By Sean Rayment

Japan is rapidly increasing its cybersecurity capabilities through new legislation, international partnerships, and training schemes, following an escalation of threats from hostile states and criminal groups.

The initiative has prompted a meeting in Tokyo between the country’s Defence Minister, Gen Nakatani, and his Lithuanian counterpart, Dovile Sakaliene, during which both sides agreed to deepen cooperation on cybersecurity.

As part of the agreement, a Japanese defence ministry expert will be dispatched to Lithuania in June to learn from the Baltic nation’s cybersecurity specialists, who are widely regarded as among the best in the world due to their experience in countering persistent Russian digital threats.

This agreement follows Tokyo’s announcement earlier this month that it aims to increase the number of specialist cybersecurity technicians from 24,000 to at least 50,000 by 2030. The government unveiled the plan after a panel under the industry ministry indicated that the country requires a cybersecurity workforce of approximately 110,000 skilled professionals.

Demand is expected to continue rising as new regulations will require, from 2026, that the government inspect private companies’ cybersecurity measures — and potentially withhold state subsidies from firms that fail to meet the required standards.

In May, Japan’s national legislature, the Diet, passed legislation introducing the concept of active cyber defence. The new law permits the government to gather communications data in order to defend against digital attacks. It enables authorities to monitor the internet, collect and analyse communications information, and target servers launching cyberattacks — even during peacetime.

Opponents of the legislation have argued that it enables the government to use collected data in criminal investigations, breaching citizens’ privacy. The government has dismissed these concerns, stating that a new oversight panel will be established to ensure accountability.

Ryo Hinata-Yamaguchi, associate professor at Tokyo International University’s Institute for International Strategy, said the challenges posed by increasingly sophisticated cyberattacks from both state actors and criminal groups had “been overlooked for too long”.

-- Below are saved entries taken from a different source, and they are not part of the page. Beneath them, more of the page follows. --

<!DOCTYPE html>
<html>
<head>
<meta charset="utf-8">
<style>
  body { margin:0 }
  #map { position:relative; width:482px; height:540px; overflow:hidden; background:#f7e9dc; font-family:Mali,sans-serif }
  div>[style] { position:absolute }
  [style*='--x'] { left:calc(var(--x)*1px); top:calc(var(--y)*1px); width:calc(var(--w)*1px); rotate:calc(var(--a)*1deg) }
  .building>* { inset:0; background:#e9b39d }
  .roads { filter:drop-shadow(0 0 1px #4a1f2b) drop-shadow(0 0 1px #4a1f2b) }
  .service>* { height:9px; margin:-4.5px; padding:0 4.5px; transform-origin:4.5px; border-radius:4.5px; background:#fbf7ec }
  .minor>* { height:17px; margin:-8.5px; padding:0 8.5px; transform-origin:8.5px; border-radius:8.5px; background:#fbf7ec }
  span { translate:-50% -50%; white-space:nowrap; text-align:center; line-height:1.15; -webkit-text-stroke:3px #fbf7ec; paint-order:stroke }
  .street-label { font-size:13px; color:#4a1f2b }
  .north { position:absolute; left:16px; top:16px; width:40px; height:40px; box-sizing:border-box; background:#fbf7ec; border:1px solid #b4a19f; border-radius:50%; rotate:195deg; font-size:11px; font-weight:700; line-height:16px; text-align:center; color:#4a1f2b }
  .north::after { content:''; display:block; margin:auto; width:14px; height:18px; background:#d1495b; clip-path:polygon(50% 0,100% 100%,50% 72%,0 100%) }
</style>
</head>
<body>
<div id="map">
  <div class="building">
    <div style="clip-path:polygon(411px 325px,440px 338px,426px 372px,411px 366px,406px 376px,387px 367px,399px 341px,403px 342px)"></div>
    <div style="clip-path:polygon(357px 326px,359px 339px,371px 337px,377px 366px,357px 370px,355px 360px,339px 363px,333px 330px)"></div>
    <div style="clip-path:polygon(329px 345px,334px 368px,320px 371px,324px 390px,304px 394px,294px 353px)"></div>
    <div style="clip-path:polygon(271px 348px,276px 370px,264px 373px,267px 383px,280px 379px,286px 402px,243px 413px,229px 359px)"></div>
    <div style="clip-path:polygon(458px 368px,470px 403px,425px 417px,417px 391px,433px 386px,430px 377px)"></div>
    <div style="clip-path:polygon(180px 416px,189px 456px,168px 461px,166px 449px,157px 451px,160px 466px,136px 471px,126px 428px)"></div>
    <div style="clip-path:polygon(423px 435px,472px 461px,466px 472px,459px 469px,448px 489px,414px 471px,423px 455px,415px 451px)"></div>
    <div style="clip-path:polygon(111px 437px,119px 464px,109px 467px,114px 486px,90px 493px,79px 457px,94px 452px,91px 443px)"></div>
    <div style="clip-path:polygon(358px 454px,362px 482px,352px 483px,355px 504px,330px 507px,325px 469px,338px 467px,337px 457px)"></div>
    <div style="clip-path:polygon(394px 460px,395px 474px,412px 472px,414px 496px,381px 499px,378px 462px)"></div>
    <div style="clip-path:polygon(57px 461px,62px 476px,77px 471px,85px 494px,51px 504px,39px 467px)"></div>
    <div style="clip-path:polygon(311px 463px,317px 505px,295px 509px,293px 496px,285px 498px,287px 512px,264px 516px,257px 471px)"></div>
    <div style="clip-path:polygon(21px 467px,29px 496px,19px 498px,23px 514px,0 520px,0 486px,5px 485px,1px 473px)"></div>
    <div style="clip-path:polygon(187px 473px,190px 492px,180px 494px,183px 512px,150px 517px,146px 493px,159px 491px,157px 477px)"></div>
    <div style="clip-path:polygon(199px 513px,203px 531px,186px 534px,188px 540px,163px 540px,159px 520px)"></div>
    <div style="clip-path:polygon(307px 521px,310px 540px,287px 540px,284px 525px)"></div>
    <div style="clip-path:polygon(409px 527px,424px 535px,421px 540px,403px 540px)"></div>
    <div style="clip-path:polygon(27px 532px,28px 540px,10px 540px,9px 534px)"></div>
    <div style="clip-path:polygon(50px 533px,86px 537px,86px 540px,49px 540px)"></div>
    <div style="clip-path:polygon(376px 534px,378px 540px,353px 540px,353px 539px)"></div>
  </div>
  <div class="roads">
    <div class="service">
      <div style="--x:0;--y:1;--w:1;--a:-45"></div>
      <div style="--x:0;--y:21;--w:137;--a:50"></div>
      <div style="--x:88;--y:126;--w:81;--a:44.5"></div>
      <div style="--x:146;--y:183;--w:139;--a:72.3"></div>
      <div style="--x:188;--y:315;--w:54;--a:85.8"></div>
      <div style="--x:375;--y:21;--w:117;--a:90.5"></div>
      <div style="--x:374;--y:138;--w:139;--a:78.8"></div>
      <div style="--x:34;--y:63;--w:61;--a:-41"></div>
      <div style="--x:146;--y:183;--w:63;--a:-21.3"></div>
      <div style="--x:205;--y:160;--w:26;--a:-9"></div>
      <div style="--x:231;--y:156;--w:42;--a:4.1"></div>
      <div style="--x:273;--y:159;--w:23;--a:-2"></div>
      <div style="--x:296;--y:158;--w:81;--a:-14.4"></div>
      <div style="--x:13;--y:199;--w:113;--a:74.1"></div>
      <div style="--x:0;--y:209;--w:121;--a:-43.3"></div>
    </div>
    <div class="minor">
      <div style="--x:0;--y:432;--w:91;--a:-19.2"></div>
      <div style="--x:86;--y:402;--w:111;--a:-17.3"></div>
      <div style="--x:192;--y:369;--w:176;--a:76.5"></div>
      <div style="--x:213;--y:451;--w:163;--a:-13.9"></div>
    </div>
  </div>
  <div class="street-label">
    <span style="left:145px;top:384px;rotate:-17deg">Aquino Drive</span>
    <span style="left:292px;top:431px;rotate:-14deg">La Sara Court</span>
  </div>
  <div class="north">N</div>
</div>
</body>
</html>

“These measures have already been taken in other countries — even in quite liberal places like Europe — but the Japanese government has always said it would be hard to do for privacy and other reasons,” he told This Week in Asia. “But that has meant that Japan’s cyber infrastructure has a lot of vulnerabilities. We just did not pay enough attention to this before. There haven’t been enough laws, and now there aren’t enough people with the necessary skills and experience,” he said. “And that goes for the private sector as well as government agencies.”

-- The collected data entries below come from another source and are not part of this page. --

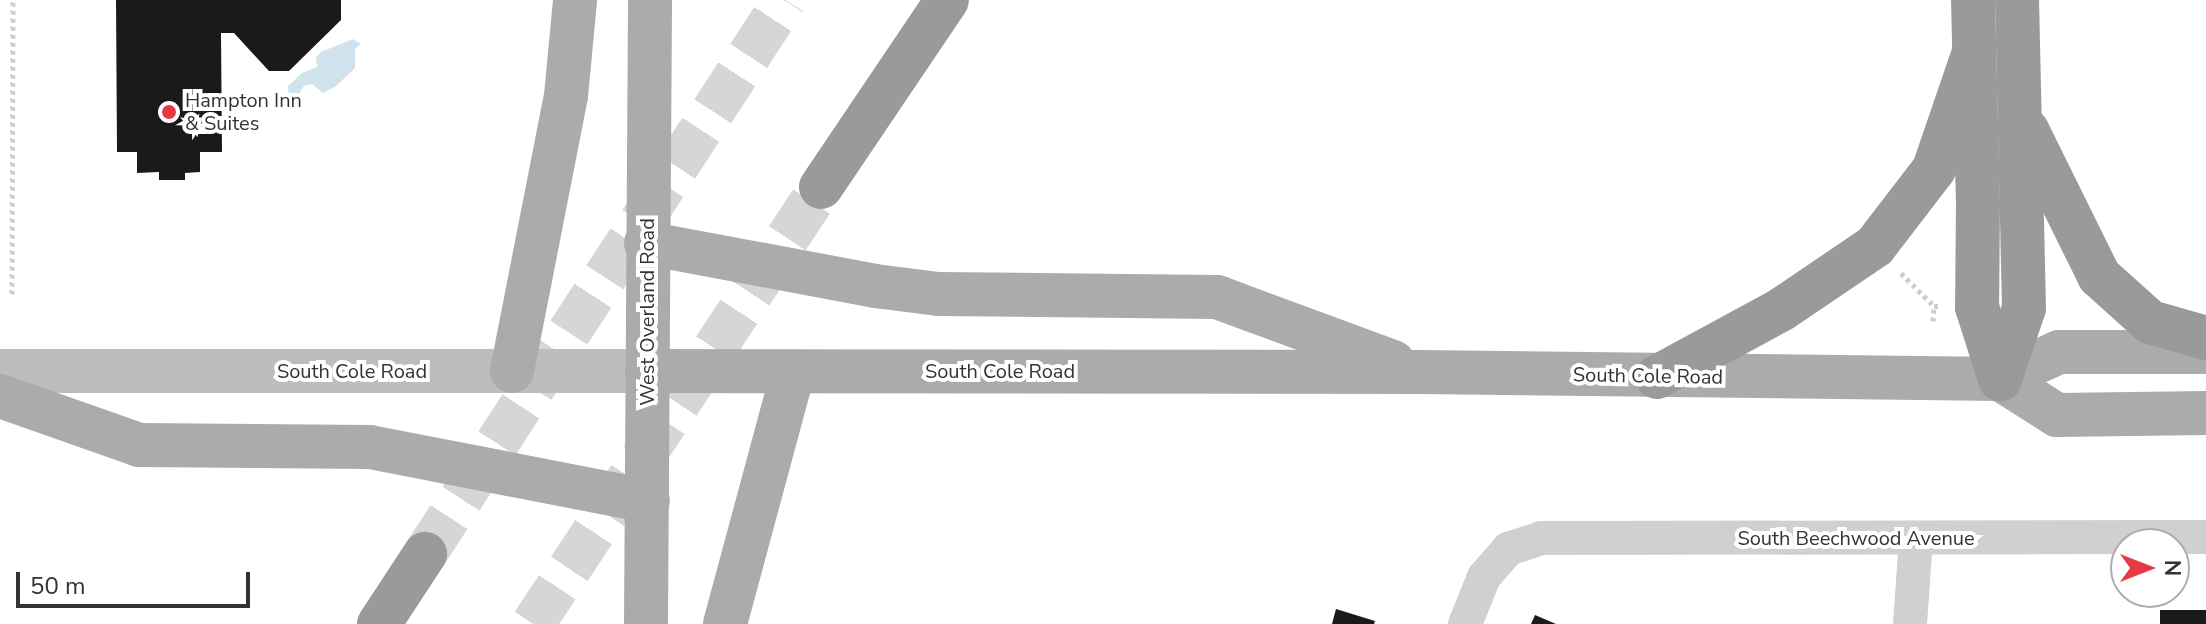 <!DOCTYPE html>
<style>
body{margin:0}
#map{position:relative;width:2206px;height:624px;overflow:hidden;background:#fff;font-family:"Nunito Sans",sans-serif}
div>[style]{position:absolute}
.water>*{inset:0;background:#cfe2ee}
.building>*{inset:0;background:#1a1a1a;transform-origin:0 0}
.motorway-tunnel>*{height:44px;margin-top:-22px;transform-origin:0;background:repeating-linear-gradient(90deg,#d6d6d6 0 44px,transparent 0 66px)}
.path>*{height:5px;margin-top:-2.5px;transform-origin:0;background:repeating-linear-gradient(90deg,#cdcdcd 0 4px,transparent 0 8px)}
.minor>*{height:34px;margin:-17px;padding:0 17px;transform-origin:17px;border-radius:17px;background:#d0d0d0}
.secondary>*{height:44px;margin:-22px;padding:0 22px;transform-origin:22px;border-radius:22px;background:#bdbdbd}
.primary>*{height:44px;margin:-22px;padding:0 22px;transform-origin:22px;border-radius:22px;background:#ababab}
.motorway>*{height:44px;margin:-22px;padding:0 22px;transform-origin:22px;border-radius:22px;background:#9a9a9a}
.dots>*{width:22px;height:22px;translate:-50% -50%;box-sizing:border-box;border:4px solid #fff;border-radius:50%}
span{translate:-50% -50%;white-space:nowrap;text-align:center;line-height:1.15;-webkit-text-stroke:8px #fff;paint-order:stroke}
.poi-label{font-size:20px;color:#333}
.left{translate:0 -50%;text-align:left}
.street-label{font-size:20px;color:#333}
.north{position:absolute;left:2110px;top:528px;width:80px;height:80px;box-sizing:border-box;background:#fff;border:2px solid #adadad;border-radius:50%;rotate:90deg;font-size:22px;font-weight:700;line-height:32px;text-align:center;color:#333}
.north::after{content:'';display:block;margin:auto;width:28px;height:36px;background:#e63946;clip-path:polygon(50% 0,100% 100%,50% 72%,0 100%)}
.scale{position:absolute;left:16px;top:572px;width:234px;height:36px;box-sizing:border-box;border:4px solid #333;border-top:0;padding-left:10px;font-size:24px;line-height:28px;white-space:nowrap;color:#333;-webkit-text-stroke:6px #fff;paint-order:stroke}
</style>
<div id="map">
<div class="water">
<i style="clip-path:polygon(353px 39px,361px 44px,355px 49px,355px 68px,335px 87px,323px 93px,312px 84px,304px 86px,295px 100px,289px 100px,288px 86px,302px 73px,317px 67px,316px 57px,321px 52px)"></i>
</div>
<div class="building">
<i style="clip-path:polygon(116px 0,341px 0,341px 20px,289px 71px,269px 71px,234px 33px,221px 33px,222px 152px,200px 152px,200px 172px,185px 173px,185px 180px,159px 180px,159px 172px,137px 173px,137px 152px,117px 152px)"></i>
<i style="clip-path:polygon(1336px 609px,1375px 621px,1374px 624px,1332px 624px)"></i>
<i style="left:2160px;top:610px;width:46px;height:14px"></i>
<i style="clip-path:polygon(1535px 615px,1556px 624px,1531px 624px)"></i>
</div>
<div class="motorway-tunnel">
<i style="left:425px;top:554px;width:661px;rotate:-56.98deg"></i>
<i style="left:533px;top:624px;width:523px;rotate:-56.61deg"></i>
</div>
<div class="path">
<i style="left:1901px;top:273px;width:47px;rotate:45deg"></i>
<i style="left:1934px;top:306px;width:7px"></i>
<i style="left:12px;top:294px;width:294px;rotate:-89.8deg"></i>
<i style="left:1933px;top:321px;width:15px;rotate:-86deg"></i>
</div>
<div class="minor">
<i style="left:1465px;top:624px;width:51px;rotate:-68deg"></i>
<i style="left:1484px;top:577px;width:37px;rotate:-49deg"></i>
<i style="left:1508px;top:549px;width:35px;rotate:-18deg"></i>
<i style="left:1541px;top:538px;width:665px;rotate:-0.09deg"></i>
<i style="left:1910px;top:624px;width:86px;rotate:-86deg"></i>
</div>
<div class="secondary">
<i style="left:0;top:371px;width:647px"></i>
</div>
<div class="primary">
<i style="left:646px;top:243px;width:233px;rotate:10.6deg"></i>
<i style="left:875px;top:286px;width:64px;rotate:7.2deg"></i>
<i style="left:938px;top:294px;width:279px;rotate:0.6deg"></i>
<i style="left:1217px;top:297px;width:188px;rotate:20.3deg"></i>
<i style="left:512px;top:371px;width:280px;rotate:-78.9deg"></i>
<i style="left:566px;top:96px;width:96px;rotate:-84.6deg"></i>
<i style="left:647px;top:371px;width:771px;rotate:0.07deg"></i>
<i style="left:1418px;top:372px;width:582px;rotate:0.69deg"></i>
<i style="left:2000px;top:379px;width:65px;rotate:-24.6deg"></i>
<i style="left:2059px;top:352px;width:147px"></i>
<i style="left:2000px;top:379px;width:67px;rotate:32.3deg"></i>
<i style="left:2057px;top:415px;width:149px;rotate:-0.8deg"></i>
<i style="left:0;top:396px;width:147px;rotate:19.4deg"></i>
<i style="left:139px;top:445px;width:231px;rotate:0.5deg"></i>
<i style="left:370px;top:447px;width:283px;rotate:11deg"></i>
<i style="left:646px;top:624px;width:624px;rotate:-89.63deg"></i>
<i style="left:725px;top:624px;width:261px;rotate:-74.9deg"></i>
</div>
<div class="motorway">
<i style="left:1973px;top:0;width:201px;rotate:88.6deg"></i>
<i style="left:1978px;top:201px;width:106px;rotate:90.5deg"></i>
<i style="left:1977px;top:307px;width:76px;rotate:72.3deg"></i>
<i style="left:2027px;top:130px;width:163px;rotate:63.7deg"></i>
<i style="left:2099px;top:276px;width:69px;rotate:42deg"></i>
<i style="left:2150px;top:322px;width:58px;rotate:15.9deg"></i>
<i style="left:821px;top:187px;width:225px;rotate:-56deg"></i>
<i style="left:1657px;top:377px;width:142px;rotate:-28.5deg"></i>
<i style="left:1782px;top:309px;width:112px;rotate:-34.1deg"></i>
<i style="left:1875px;top:246px;width:97px;rotate:-52.5deg"></i>
<i style="left:1934px;top:169px;width:124px;rotate:-71.1deg"></i>
<i style="left:2000px;top:379px;width:75px;rotate:-71.3deg"></i>
<i style="left:2024px;top:308px;width:308px;rotate:-91.3deg"></i>
<i style="left:379px;top:624px;width:84px;rotate:-56.7deg"></i>
</div>
<div class="dots">
<i style="left:169px;top:112px;background:#e63946"></i>
</div>
<div class="poi-label">
<span class="left" style="left:185px;top:112px">Hampton Inn<br>&amp; Suites</span>
</div>
<div class="street-label">
<span style="left:647px;top:312px;rotate:-90deg">West Overland Road</span>
<span style="left:352px;top:371px">South Cole Road</span>
<span style="left:1000px;top:371px">South Cole Road</span>
<span style="left:1648px;top:376px;rotate:1deg">South Cole Road</span>
<span style="left:1856px;top:538px">South Beechwood Avenue</span>
</div>
<div class="north">N</div>
<div class="scale">50 m</div>
</div>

The consequences, he added, are already serious.

Mitsubishi Heavy Industries’ (MHI) Nagoya plant — where the company designs and builds missile guidance and propulsion systems — was reportedly a specific target. Its Nagasaki shipyard and a facility in Kobe where it builds submarines and nuclear power plant components were also compromised.

At the time, the defence ministry insisted that no sensitive information had been accessed, though it did not name the source of the attack. Reports have suggested that Chinese language was found in the malware script during the investigation.

In 2013, data on 22 million Yahoo Japan users was leaked through unauthorised access. A year later, Japan Airlines suffered the loss of data on 190,000 members of its frequent flyer programme. In 2018, hackers gained access to the internal systems of Japanese cryptocurrency platform Coincheck for more than eight hours, stealing an estimated 58 billion yen (US$443.2 million). Japanese and US law enforcement later concluded the attackers were North Korean operatives — making it the largest single cryptocurrency heist at the time.

Japan’s recent decision is also likely to have been influenced by a string of high-profile incidents involving China and North Korea. These include the breach of SK Telecom’s internal systems in June 2022 — though the attack wasn’t discovered until April 2025. The hack, blamed on Chinese operatives, resulted in the theft of 9 gigabytes of sensitive personal data from around 25 million subscribers.

“These attacks can affect any sector, but the government’s primary concern is defence, the police, public infrastructure, and so on,” Hinata-Yamaguchi said.

“This is not something that can be blamed entirely on North Korea and China, as there are also criminal groups and domestic hackers in Japan. But that just goes to show that threats can come from anywhere — and Japan does not currently have the manpower to fight this. It should have been done before, but now it is overdue and absolutely necessary.”